Peter, OK, but can we at least agree that the parabolic curve you are talking about is not the “whole truth” in the real world? It is a function only of the zero lift drag coefficient, and the induced drag coefficient. And it assumes that those coefficents are constant. For a start, the coefficient of drag varies with true airspeed (Reynolds number), so it’s not really a constant at all.

Whether the differences between a real world curve and a simple parasitic+induced drag curve are signficant enough to explain the effects observed is still up for discussion of course. But there is physics at play outside of your monotonic curve.
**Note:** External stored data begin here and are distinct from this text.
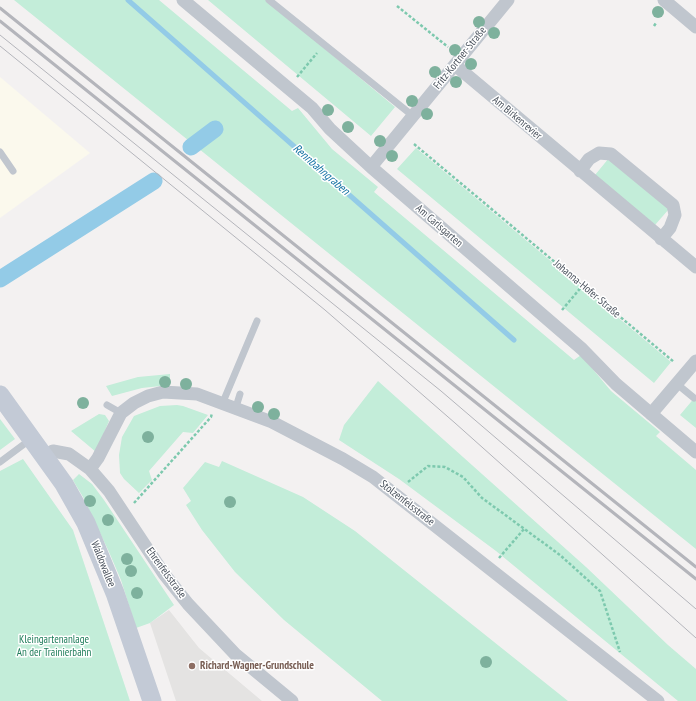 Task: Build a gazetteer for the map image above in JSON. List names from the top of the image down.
{
  "streets": {
    "street": [
      "Fritz-Kortner-Straße",
      "Am Birkenrevier",
      "Am Carlsgarten",
      "Stolzenfelsstraße",
      "Waldowallee",
      "Ehrenfelsstraße"
    ],
    "path": ["Johanna-Hofer-Straße"]
  },
  "crossings": [
    ["Fritz-Kortner-Straße", "Am Birkenrevier"],
    ["Fritz-Kortner-Straße", "Am Carlsgarten"],
    ["Stolzenfelsstraße", "Ehrenfelsstraße"],
    ["Waldowallee", "Ehrenfelsstraße"]
  ],
  "water": ["Rennbahngraben"],
  "parks": ["Kleingartenanlage An der Trainierbahn"],
  "places": ["Richard-Wagner-Grundschule"]
} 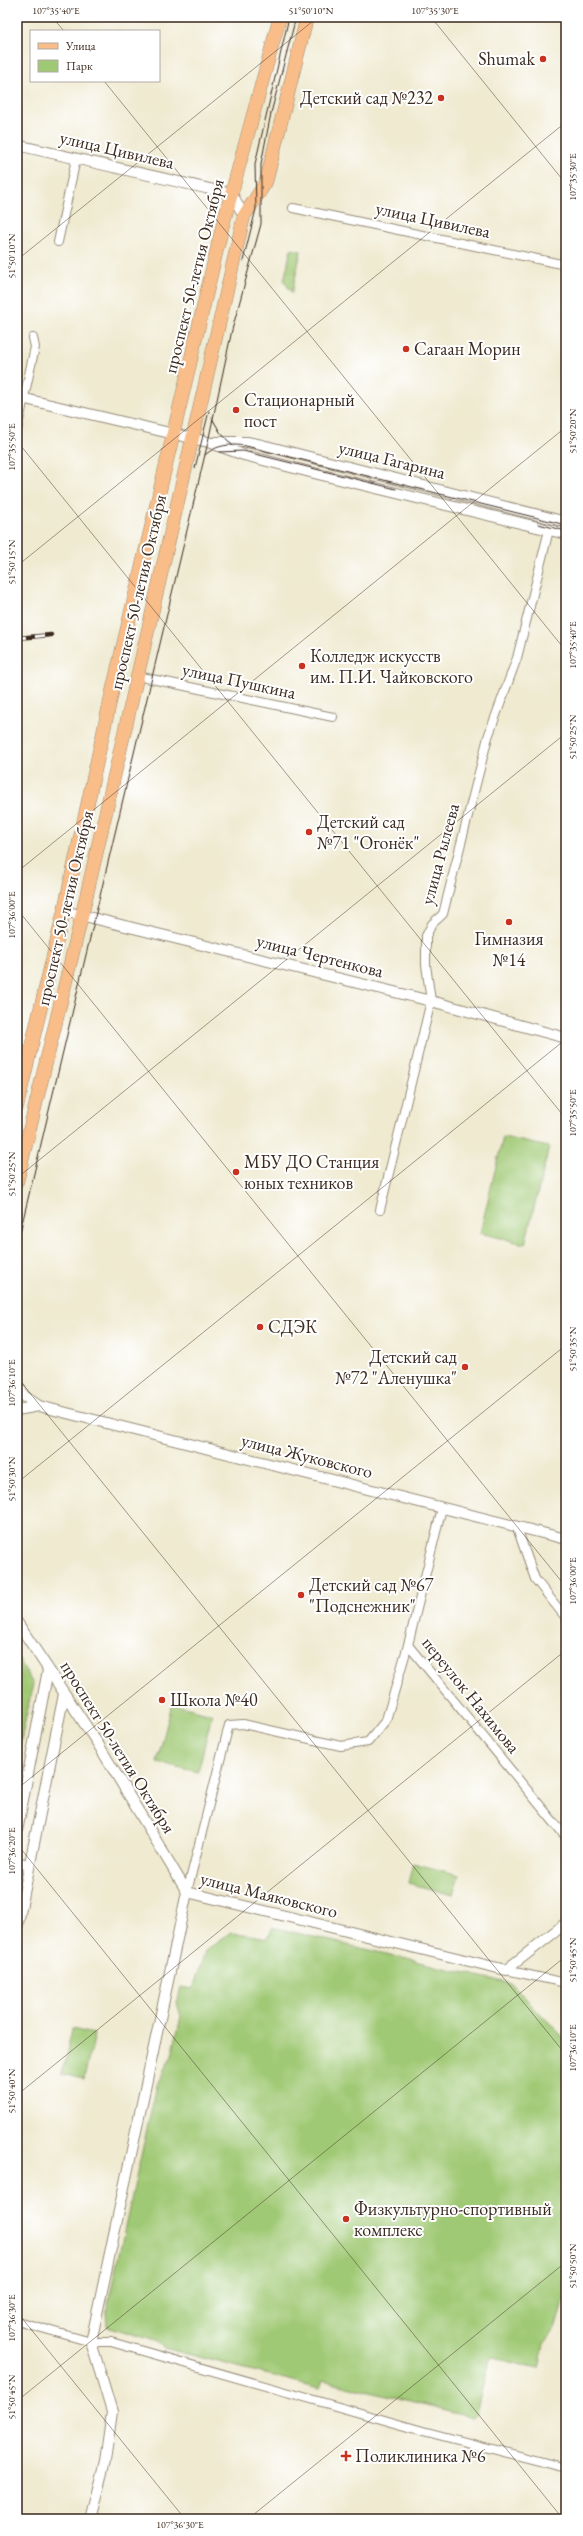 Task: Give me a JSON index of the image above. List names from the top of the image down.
{
  "streets": {
    "main road": ["проспект 50-летия Октября"],
    "street": [
      "улица Цивилева",
      "улица Гагарина",
      "улица Пушкина",
      "улица Рылеева",
      "улица Чертенкова",
      "улица Жуковского",
      "переулок Нахимова",
      "улица Маяковского"
    ]
  },
  "crossings": [
    ["улица Цивилева", "проспект 50-летия Октября"],
    ["проспект 50-летия Октября", "улица Пушкина"],
    ["проспект 50-летия Октября", "улица Чертенкова"],
    ["проспект 50-летия Октября", "улица Маяковского"],
    ["улица Гагарина", "улица Рылеева"],
    ["улица Рылеева", "улица Чертенкова"],
    ["улица Жуковского", "переулок Нахимова"],
    ["переулок Нахимова", "улица Маяковского"]
  ],
  "places": {
    "other": [
      "Shumak",
      "Детский сад №232",
      "Сагаан Морин",
      "Стационарный пост",
      "Колледж искусств им. П.И. Чайковского",
      "Детский сад №71 \"Огонёк\"",
      "Гимназия №14",
      "МБУ ДО Станция юных техников",
      "СДЭК",
      "Детский сад №72 \"Аленушка\"",
      "Детский сад №67 \"Подснежник\"",
      "Школа №40",
      "Физкультурно-спортивный комплекс"
    ],
    "health": ["Поликлиника №6"]
  },
  "legend": ["Улица", "Парк"],
  "coordinates": [
    "107°35'40\"E",
    "51°50'10\"N",
    "107°35'30\"E",
    "51°50'20\"N",
    "107°35'50\"E",
    "51°50'15\"N",
    "51°50'25\"N",
    "107°36'00\"E",
    "51°50'35\"N",
    "107°36'10\"E",
    "51°50'30\"N",
    "107°36'20\"E",
    "51°50'45\"N",
    "51°50'40\"N",
    "51°50'50\"N",
    "107°36'30\"E"
  ]
}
David/Jarvis thanks for the reference/comment. I may be garbling the reason but the Russian use of circulation theory (Kutta Zhuvosky) was premised on the fact that the maths worked even if the physics might not be explainable. Also the fact that the Navier Stokes equations are incomplete (there is a $1million prize to complete them?) I use to explain being a rocket scientist is easier than the world of fluid dynamics.

Oxford (EGTK), United Kingdom

And in any case the curve for a laminar flow wing (for which some kind of step is possible in laboratory/wind tunnel conditions) is NOT monotonic (it has the drag “bucket”)….but as the NACA paper explained, even laminar flow wings do not achieve laminar flow back to 50% of the chord per their design due to surface imperfections (dirt, dings etc.)….So again, we are back to the point made at the outset of this thread: in the real world (flying a real airplane in normal operation) there is no step effect.

YPJT, United Arab Emirates

No. The flightpath relative to the ground has no relevance to the aerodynamics. Only the AoA is relevant, and that is still positive in a decent.

We are talking here about the possibility of temporarily needing excess power, beyond that shown on a conventional power-required curve, to achieve a given cruise equilibrium. At least, that is how I understand the originally posted question.

Aside from the scenario where you need to trade excess altitude (potential energy) for airspeed, because you are planning to cruise at full power, which is a red herring as nobody does this in the real world, altitude changes are not relevant to the debate.

It depends on what you understand by “using excess power”.

If there is hysteresis in the lift/drag curve, that is, the lift to drag ratio is different at a particular value of drag depending on the direction from which the equilibrium drag point is approached (AoA increasing vs AoA decreasing).

In a descent you momentarily reduce the AoA below the cruise value and approach equilibrium AoA from below.

You could demonstrate this same effect using only excess power, but you would have to use the excess power to generate airspeed beyond the cruise speed, and then throttle back to get “on to the step”. I believe this is the first time in this thread that has been suggested. But maybe I misunderstood or misremembered what others intended.

I don’t believe in this kind of aerodynamics – it certainly didn’t feature in any postgraduate fluid mechanics courses I took – but we recognize “new” physics first by saying what they would predict if they did exist even while stating our disbelief.

Last Edited by Jarvis at 11 May 11:31

Jarvis, I understand what you are saying now, but ultimately a descent and adding excess power are aerodynamically equivalent, no? They both provide an extra force in the thrust vector direction. One is gravity, the other is engine thrust. But otherwise, aerodynamically equivalent.

I’m not aware of the hysteresis effect you describe but that may indeed be another secondary aerodynamic effect at play here.

But I think we are getting too hung up on low level theory of airfoil performance when instead we should be focusing on the real world effects on the overall airframe.

I have put forward a few such effects already (P-factor, trim drag, viscocity), but there are more. Hysterises may be one of them.

To give another example of a secondary effect, normally angle of incidence is equal to cruise AoA such that fuselage pitch angle at cruise is zero or “straight into” the airflow. If you got stuck at a slower airspeed with a slightly higher AoA, the fuselage pitch angle or “fuselage AoA” goes from zero to a positive number. That’s a lot of drag which could sap a lot of your excess power.